Ver a Hopper en París cuesta 2 euros más que en Madrid, supone soportar colas más largas y más lentas y exponerse al clima desapacible del otoño. Pero ojo, en el Gran Palais hay 45 obras más, algunas emblemáticas del periodo 1924-1966.
Cuarenta y cinco obras más no son poca cosa, no se trata de una mera cuestión cuantitativa. Significa poder ver a Hopper al completo, del debut a la consagración, de principio a fin. Edward Hopper 100%.

Pero no es solo eso. El número de personas que accede al interior está lejos de la aglomeración, el recorrido está bien trazado y documentado, la iluminación es excelente, los fondos neutros están bien elegidos, las fichas y textos transferibles son discretos y, sobre todo, sobre todo, sobre todo, aquí no está el deplorable chiringuito que montó el Thyssen en Madrid (*) con la interpretación viviente del «Morning Sun» (Hopper, 1952)  para alimentar la confusión entre arte y espectáculo, como parece ser su vocación.
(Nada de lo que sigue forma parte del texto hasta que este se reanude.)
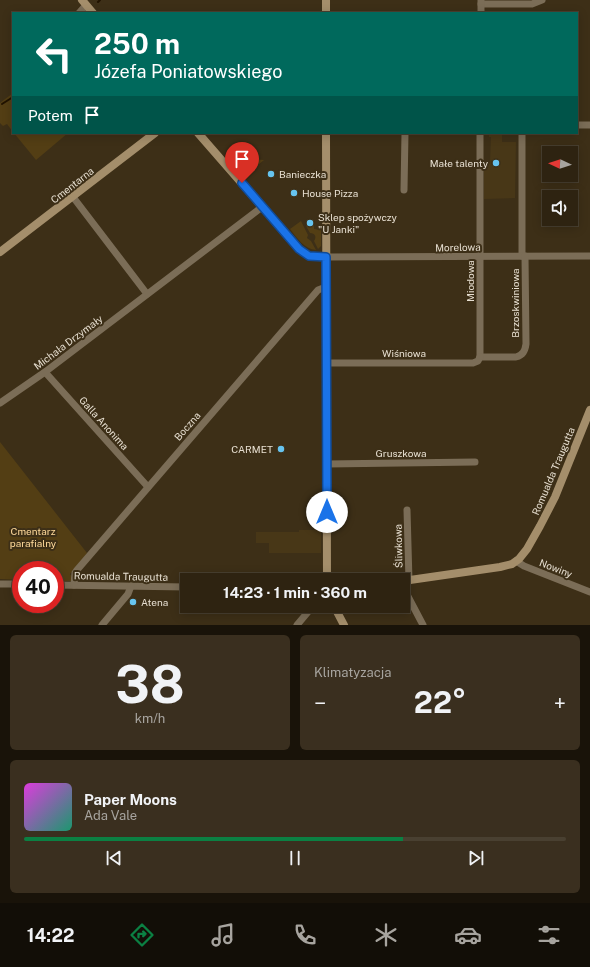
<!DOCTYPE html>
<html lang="pl">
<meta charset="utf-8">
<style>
body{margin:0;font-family:"Public Sans",sans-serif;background:#3a2f1f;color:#f1f3f6;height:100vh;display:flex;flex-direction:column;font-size:15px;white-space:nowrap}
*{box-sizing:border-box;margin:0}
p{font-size:13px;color:#a7a49f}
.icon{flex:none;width:22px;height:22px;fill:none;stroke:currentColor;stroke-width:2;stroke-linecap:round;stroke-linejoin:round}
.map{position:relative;height:625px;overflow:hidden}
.side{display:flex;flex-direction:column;gap:10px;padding:10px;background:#191309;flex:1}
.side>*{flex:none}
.top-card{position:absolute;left:12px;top:12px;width:566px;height:122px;border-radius:0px;box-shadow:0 2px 10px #0003,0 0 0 1px #494031;background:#00695c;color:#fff;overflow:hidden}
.needle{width:26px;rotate:274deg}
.buttons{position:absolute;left:542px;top:146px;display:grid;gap:8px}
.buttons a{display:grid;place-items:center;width:36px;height:36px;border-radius:0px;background:#2e2311;box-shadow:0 2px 10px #0003,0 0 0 1px #494031;font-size:20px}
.speed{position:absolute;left:12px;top:561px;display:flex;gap:8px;font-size:20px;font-weight:700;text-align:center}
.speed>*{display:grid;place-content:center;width:52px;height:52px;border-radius:50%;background:#2e2311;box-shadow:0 2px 10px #0003,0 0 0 1px #494031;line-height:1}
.speed .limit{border:6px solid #d22;background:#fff;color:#111}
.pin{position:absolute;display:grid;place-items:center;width:34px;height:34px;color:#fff;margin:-41px -17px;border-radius:50% 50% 50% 0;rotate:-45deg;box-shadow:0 0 4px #0007}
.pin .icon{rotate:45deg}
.me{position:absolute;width:44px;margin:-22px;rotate:0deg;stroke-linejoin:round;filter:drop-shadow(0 0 3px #0008)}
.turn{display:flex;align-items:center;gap:14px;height:84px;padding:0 16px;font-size:18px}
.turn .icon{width:52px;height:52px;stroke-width:2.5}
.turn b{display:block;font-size:28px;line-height:34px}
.then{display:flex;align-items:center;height:38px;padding:0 16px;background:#0003;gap:8px;font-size:15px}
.big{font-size:30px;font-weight:700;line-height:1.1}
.side .widget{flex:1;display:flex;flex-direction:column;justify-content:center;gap:6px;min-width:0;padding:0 14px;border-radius:6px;background:#3a2f1f}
.side .dial{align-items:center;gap:0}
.dial b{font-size:52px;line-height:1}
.song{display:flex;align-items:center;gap:12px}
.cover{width:48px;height:48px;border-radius:6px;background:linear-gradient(135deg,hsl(300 70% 55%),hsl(160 70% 35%))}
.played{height:4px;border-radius:2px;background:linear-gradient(90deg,#0b8043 70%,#494031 70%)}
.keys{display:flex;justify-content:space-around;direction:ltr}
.heat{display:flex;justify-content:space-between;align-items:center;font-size:22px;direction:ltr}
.side .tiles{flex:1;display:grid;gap:10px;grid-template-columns:1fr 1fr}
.widget:last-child{grid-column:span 2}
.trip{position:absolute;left:180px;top:573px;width:230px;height:40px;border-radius:0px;background:#2e2311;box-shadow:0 2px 10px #0003,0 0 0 1px #494031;font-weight:700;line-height:40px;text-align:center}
.tabs{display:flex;height:64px;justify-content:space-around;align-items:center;background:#120e07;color:#a7a49f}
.tabs .icon{width:28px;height:28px}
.tabs .on{color:#0b8043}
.tabs b{font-size:18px;color:#f1f3f6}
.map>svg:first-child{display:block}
</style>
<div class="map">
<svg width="590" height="625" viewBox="0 0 590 625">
<rect width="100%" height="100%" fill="#3d2f17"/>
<!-- built -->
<g fill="#483717">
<polygon points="489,133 502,133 502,142 516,142 515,198 484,199 484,163 490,162 491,137 489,137"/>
<polygon points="299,530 321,530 321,553 269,553 269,543 256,543 256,532 299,532"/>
</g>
<!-- green -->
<g fill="#533e14">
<polygon points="13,93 13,132 7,124 3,126 0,123 0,103"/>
<polygon points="14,133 68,133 36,160"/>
<polygon points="231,154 234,158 264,160 258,165 253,160 251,161 252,162 242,170 229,155"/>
<path d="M301,221L308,235L307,238L311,241L316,250C304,249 297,238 290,229Z"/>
<path d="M306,226H314V229L321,230V246L318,249L314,241C317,237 315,233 310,233Z"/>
<polygon points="0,442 87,553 70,574 72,577 72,581 55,581 55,570 21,570 21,580 0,579"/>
</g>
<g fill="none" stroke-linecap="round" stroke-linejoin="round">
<!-- stream -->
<g stroke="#211300" stroke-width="2">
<polyline points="98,2 100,0"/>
<polyline points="2,104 13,97"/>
</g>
<!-- street -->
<g stroke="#7b6d57" stroke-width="7">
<polyline points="481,4 532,4 542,0"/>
<polyline points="79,13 86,5"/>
<polyline points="481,13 481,0"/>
<polyline points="577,125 590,125"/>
<polyline points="480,133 480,357"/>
<polyline points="522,133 522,256"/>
<polyline points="404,190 405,133"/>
<polyline points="73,197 147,294"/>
<polyline points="326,257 590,256"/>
<path d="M480,357H516C523,355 525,351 526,344L525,256"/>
<polyline points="326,363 473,363 478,361 480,357"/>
<polyline points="45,372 148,487"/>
<polyline points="0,403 45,372 262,207"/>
<polyline points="327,464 475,462"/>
<polyline points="407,510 409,581"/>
<polyline points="516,561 524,566 590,592"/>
<polyline points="0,584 21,584"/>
<polyline points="55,585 187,587"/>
<polyline points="74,585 75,573 77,570 318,290 326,287"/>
<polyline points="403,587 423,625"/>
<polyline points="102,625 128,594 131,586"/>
<polyline points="297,625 313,606"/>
</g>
<!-- secondary -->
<g stroke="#a48e6b" stroke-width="8">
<polyline points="82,0 93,13"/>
<polyline points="326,0 326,13"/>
<polyline points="198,133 299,249 309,256 326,257"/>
<polyline points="326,133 327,580"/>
<polyline points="0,252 155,133"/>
<polyline points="403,581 500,567 512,564 519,559 527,549 540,526 555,497 590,410"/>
<polyline points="334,606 344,625"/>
</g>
</g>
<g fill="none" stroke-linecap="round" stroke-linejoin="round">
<defs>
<polyline id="route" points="242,183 299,249 309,256 326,257 327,512"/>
</defs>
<!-- route casing -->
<use href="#route" stroke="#114b97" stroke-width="10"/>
<!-- route -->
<use href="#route" stroke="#1a73e8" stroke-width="7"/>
</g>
<!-- markers -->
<g fill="#67c4ef" stroke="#3d2f17" stroke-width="1.5">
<circle cx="496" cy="163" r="4"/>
<circle cx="271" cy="174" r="4"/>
<circle cx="294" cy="193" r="4"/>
<circle cx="310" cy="223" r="4"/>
<circle cx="281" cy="449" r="4"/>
<circle cx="133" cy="602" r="4"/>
</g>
<g text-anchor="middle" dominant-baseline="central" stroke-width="4" stroke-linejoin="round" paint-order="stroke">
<!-- poi labels -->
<g font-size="10" fill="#e8e0d2" stroke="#3d2f17" text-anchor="start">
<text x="488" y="163" text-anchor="end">Małe talenty</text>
<text x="279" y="174">Banieczka</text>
<text x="302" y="193">House Pizza</text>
<text x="318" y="217">Sklep spożywczy<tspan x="318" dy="12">"U Janki"</tspan></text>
<text x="273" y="449" text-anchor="end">CARMET</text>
<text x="141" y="602">Atena</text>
</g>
<!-- street labels -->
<g font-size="10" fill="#e8e0d2" stroke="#3d2f17">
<text transform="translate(72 185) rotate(-38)">Cmentarna</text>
<text transform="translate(458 247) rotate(-1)">Morelowa</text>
<text transform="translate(470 281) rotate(-90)">Miodowa</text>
<text transform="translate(515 303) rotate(-90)">Brzoskwiniowa</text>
<text transform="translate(68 342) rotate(-37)">Michała Drzymały</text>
<text x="404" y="353">Wiśniowa</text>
<text transform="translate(104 423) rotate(48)">Galla Anonima</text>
<text transform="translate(187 426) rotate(-49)">Boczna</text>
<text x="401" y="453">Gruszkowa</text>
<text transform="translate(553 471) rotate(-67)">Romualda Traugutta</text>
<text transform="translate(398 546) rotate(-91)">Śliwkowa</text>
<text transform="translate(556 568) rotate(21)">Nowiny</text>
<text transform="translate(121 576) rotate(1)">Romualda Traugutta</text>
</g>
<!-- park labels -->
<g font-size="10" fill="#ffda9b" stroke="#3d2f17">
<text x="33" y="531">Cmentarz<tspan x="33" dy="12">parafialny</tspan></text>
</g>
</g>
</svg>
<div class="buttons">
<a><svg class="needle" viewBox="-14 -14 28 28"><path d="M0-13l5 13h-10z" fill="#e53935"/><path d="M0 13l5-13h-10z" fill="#a7a49f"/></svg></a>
<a><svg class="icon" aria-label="sound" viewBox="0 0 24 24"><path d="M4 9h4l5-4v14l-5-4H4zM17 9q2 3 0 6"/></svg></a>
</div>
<div class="speed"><div class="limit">40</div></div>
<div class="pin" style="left:242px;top:183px;background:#d93025"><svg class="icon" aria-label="arrive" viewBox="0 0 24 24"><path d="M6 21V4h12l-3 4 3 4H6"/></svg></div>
<svg class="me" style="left:327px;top:512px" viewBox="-20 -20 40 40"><circle r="19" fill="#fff"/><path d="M0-13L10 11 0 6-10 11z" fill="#1a73e8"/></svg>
<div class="trip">14:23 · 1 min · 360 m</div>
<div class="top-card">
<div class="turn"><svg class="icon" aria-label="left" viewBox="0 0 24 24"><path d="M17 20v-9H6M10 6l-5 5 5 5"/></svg><div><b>250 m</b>Józefa Poniatowskiego</div></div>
<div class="then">Potem<svg class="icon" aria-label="arrive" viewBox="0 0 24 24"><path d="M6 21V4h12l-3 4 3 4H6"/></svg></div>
</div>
</div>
<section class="side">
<div class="tiles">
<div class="widget dial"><b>38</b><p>km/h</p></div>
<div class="widget"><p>Klimatyzacja</p>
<div class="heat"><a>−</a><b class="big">22°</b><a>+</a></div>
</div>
<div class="widget">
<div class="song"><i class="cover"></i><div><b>Paper Moons</b><p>Ada Vale</p></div></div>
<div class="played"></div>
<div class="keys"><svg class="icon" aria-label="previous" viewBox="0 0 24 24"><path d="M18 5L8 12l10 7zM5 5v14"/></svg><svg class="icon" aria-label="pause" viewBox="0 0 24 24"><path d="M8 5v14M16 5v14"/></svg><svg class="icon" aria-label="next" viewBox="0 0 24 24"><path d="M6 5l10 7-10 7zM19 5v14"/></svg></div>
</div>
</div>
</section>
<nav class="tabs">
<b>14:22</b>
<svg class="icon on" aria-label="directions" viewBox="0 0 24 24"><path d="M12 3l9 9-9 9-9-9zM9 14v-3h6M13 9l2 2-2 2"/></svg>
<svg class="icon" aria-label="music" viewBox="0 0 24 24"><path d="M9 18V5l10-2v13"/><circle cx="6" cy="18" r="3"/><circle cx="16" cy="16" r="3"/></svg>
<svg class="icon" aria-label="phone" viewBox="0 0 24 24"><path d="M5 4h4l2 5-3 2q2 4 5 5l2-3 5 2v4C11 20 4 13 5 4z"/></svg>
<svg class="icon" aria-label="climate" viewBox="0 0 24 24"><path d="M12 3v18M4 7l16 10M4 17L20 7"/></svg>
<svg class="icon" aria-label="car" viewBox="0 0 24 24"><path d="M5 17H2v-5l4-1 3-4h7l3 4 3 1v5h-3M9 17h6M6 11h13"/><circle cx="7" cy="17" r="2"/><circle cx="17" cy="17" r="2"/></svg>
<svg class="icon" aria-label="filters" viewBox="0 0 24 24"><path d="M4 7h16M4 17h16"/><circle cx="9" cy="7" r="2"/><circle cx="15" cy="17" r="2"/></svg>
</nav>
Lejos de esa intención vulgarizante el Grand Palais baja su propia voz para dejar que la obra hable por sí misma, la escenografía está dispuesta simplemente a su servicio y la visita discurre con espacio suficiente para la contemplación, la comparación y la comprensión.
Aquí se puede apreciar de cerca la evolución temática y la capacidad técnica de Hopper, la trama de sus grabados, la densidad de sus acuarelas, la claridad gráfica de sus ilustraciones o la gruesa pincelada de sus óleos.

Edward Hopper, «Notre Dame nº2», 1907. Óleo sobre tela, 59,7 x 73 cm. / New York, Whitney Museum of American Art, legado de Josephine N. Hopper

Con todo, París sigue siendo chovinista y en esta exposición se subraya el lado más francés de la obra de Hopper, un pintor que parece haber estado luchando durante toda su carrera por desprenderse de sus influencias francesas para adaptarse al gusto americano.

Hopper, «Le Louvre par temps orageux», 1909. Óleo sobre tela, 59,7 x 73 cm. / New York, Whitney Museum of American Art, legado de Josephine N. Hopper

De sus viajes a París en 1906 y 1910 hay aquí buenos ejemplos: «Le Louvre par temps orageux» (1909), «Les Lavoirs à Pont-Royal«, (1907), «Statue près du Louvre» (1906), «Pont à Paris» (1906), «Intérieur de la cour, rue de Lille, Paris» (1906), «Escalier au cour, rue de Lille, Paris» (1906), «Le Pavillon de Flore» (1909), todos ellos prestados por el Whitney de Nueva York al que fueron legados por su mujer, la también pintora Josephine N. Hopper.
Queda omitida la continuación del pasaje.